Exercise |
Output the opening lines of the records exactly. End with the line that contains "Convert this page".

Records for this task |

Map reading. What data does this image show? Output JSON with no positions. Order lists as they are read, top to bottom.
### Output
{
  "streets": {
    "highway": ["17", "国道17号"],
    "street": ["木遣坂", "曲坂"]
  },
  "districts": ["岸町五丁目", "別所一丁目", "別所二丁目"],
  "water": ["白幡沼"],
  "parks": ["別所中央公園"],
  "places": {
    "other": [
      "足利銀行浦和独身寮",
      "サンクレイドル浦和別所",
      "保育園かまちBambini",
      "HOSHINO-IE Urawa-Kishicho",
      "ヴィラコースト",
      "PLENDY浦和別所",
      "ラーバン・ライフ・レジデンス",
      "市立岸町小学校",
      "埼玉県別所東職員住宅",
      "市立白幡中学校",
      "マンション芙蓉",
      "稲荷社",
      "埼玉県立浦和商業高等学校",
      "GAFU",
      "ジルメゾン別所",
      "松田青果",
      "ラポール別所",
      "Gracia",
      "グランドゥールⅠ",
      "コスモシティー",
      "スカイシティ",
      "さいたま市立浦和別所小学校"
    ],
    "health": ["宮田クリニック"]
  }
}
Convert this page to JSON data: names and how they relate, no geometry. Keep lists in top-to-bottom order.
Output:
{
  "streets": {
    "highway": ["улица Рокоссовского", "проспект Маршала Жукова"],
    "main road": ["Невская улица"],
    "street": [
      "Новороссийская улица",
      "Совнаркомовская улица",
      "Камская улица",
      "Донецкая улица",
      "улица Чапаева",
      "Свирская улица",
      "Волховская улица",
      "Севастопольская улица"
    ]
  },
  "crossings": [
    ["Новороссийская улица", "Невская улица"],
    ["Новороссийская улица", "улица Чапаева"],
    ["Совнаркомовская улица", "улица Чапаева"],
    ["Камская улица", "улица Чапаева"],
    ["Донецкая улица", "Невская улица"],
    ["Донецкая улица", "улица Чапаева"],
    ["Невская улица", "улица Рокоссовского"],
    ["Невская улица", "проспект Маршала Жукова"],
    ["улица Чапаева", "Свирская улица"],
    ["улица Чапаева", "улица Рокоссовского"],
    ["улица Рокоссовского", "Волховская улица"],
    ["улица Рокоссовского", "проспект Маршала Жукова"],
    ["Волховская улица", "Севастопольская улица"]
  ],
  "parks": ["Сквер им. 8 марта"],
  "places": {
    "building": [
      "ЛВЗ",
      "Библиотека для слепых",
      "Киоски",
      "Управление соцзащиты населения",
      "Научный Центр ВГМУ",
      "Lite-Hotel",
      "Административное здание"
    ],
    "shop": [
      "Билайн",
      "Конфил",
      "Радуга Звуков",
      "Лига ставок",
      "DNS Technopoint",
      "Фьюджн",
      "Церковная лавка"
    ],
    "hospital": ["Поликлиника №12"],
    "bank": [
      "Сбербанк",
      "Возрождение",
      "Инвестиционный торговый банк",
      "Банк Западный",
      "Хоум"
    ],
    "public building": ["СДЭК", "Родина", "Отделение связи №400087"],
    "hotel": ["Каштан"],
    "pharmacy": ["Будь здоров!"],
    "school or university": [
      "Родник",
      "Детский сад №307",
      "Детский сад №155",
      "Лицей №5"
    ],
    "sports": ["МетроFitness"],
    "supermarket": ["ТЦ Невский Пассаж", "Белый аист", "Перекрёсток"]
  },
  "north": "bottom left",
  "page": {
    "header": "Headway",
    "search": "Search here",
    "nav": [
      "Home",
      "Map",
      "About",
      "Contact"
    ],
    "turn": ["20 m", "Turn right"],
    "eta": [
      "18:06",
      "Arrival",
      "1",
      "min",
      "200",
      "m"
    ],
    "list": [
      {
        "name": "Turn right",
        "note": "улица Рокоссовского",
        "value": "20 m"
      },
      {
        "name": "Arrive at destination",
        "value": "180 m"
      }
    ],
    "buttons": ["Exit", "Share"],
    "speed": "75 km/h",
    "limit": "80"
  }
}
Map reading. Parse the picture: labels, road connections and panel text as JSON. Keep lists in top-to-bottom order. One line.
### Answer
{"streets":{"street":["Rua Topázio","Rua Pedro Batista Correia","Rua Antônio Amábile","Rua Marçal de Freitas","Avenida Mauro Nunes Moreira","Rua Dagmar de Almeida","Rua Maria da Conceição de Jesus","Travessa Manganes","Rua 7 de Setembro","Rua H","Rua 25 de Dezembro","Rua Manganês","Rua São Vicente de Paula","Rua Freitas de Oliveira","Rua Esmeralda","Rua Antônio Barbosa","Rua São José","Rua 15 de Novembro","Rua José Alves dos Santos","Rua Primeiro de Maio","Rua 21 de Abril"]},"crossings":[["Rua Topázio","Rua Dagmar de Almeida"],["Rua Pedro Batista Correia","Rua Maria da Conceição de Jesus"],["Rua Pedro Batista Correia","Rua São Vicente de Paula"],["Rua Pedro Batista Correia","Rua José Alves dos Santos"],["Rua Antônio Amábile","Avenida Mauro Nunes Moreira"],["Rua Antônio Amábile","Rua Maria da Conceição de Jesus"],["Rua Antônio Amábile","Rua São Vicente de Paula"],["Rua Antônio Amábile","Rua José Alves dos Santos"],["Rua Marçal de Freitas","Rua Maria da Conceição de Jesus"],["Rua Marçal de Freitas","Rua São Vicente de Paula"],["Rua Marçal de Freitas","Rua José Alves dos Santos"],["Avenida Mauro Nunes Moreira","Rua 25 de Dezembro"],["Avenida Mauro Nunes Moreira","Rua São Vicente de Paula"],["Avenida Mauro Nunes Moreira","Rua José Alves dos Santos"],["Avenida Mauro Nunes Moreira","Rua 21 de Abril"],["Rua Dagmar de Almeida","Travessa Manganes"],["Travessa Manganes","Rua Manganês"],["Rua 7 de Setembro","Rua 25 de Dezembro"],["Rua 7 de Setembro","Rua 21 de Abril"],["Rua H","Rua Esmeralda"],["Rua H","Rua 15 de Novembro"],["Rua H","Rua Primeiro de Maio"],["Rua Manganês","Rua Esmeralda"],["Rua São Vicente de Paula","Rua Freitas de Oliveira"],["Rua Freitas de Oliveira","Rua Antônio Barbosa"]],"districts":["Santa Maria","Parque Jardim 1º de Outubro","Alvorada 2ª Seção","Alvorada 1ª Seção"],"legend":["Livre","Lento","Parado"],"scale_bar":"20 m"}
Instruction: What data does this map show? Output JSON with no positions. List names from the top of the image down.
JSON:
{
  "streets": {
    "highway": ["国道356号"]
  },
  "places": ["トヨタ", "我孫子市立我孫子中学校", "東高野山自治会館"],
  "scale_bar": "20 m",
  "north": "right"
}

Worked solution |
Map reading. What data does this image show? Output JSON with no positions. Order lists as they are read, top to bottom.
### Output
{
  "streets": {
    "highway": ["17", "国道17号"],
    "street": ["木遣坂", "曲坂"]
  },
  "districts": ["岸町五丁目", "別所一丁目", "別所二丁目"],
  "water": ["白幡沼"],
  "parks": ["別所中央公園"],
  "places": {
    "other": [
      "足利銀行浦和独身寮",
      "サンクレイドル浦和別所",
      "保育園かまちBambini",
      "HOSHINO-IE Urawa-Kishicho",
      "ヴィラコースト",
      "PLENDY浦和別所",
      "ラーバン・ライフ・レジデンス",
      "市立岸町小学校",
      "埼玉県別所東職員住宅",
      "市立白幡中学校",
      "マンション芙蓉",
      "稲荷社",
      "埼玉県立浦和商業高等学校",
      "GAFU",
      "ジルメゾン別所",
      "松田青果",
      "ラポール別所",
      "Gracia",
      "グランドゥールⅠ",
      "コスモシティー",
      "スカイシティ",
      "さいたま市立浦和別所小学校"
    ],
    "health": ["宮田クリニック"]
  }
}
Convert this page to JSON data: names and how they relate, no geometry. Keep lists in top-to-bottom order.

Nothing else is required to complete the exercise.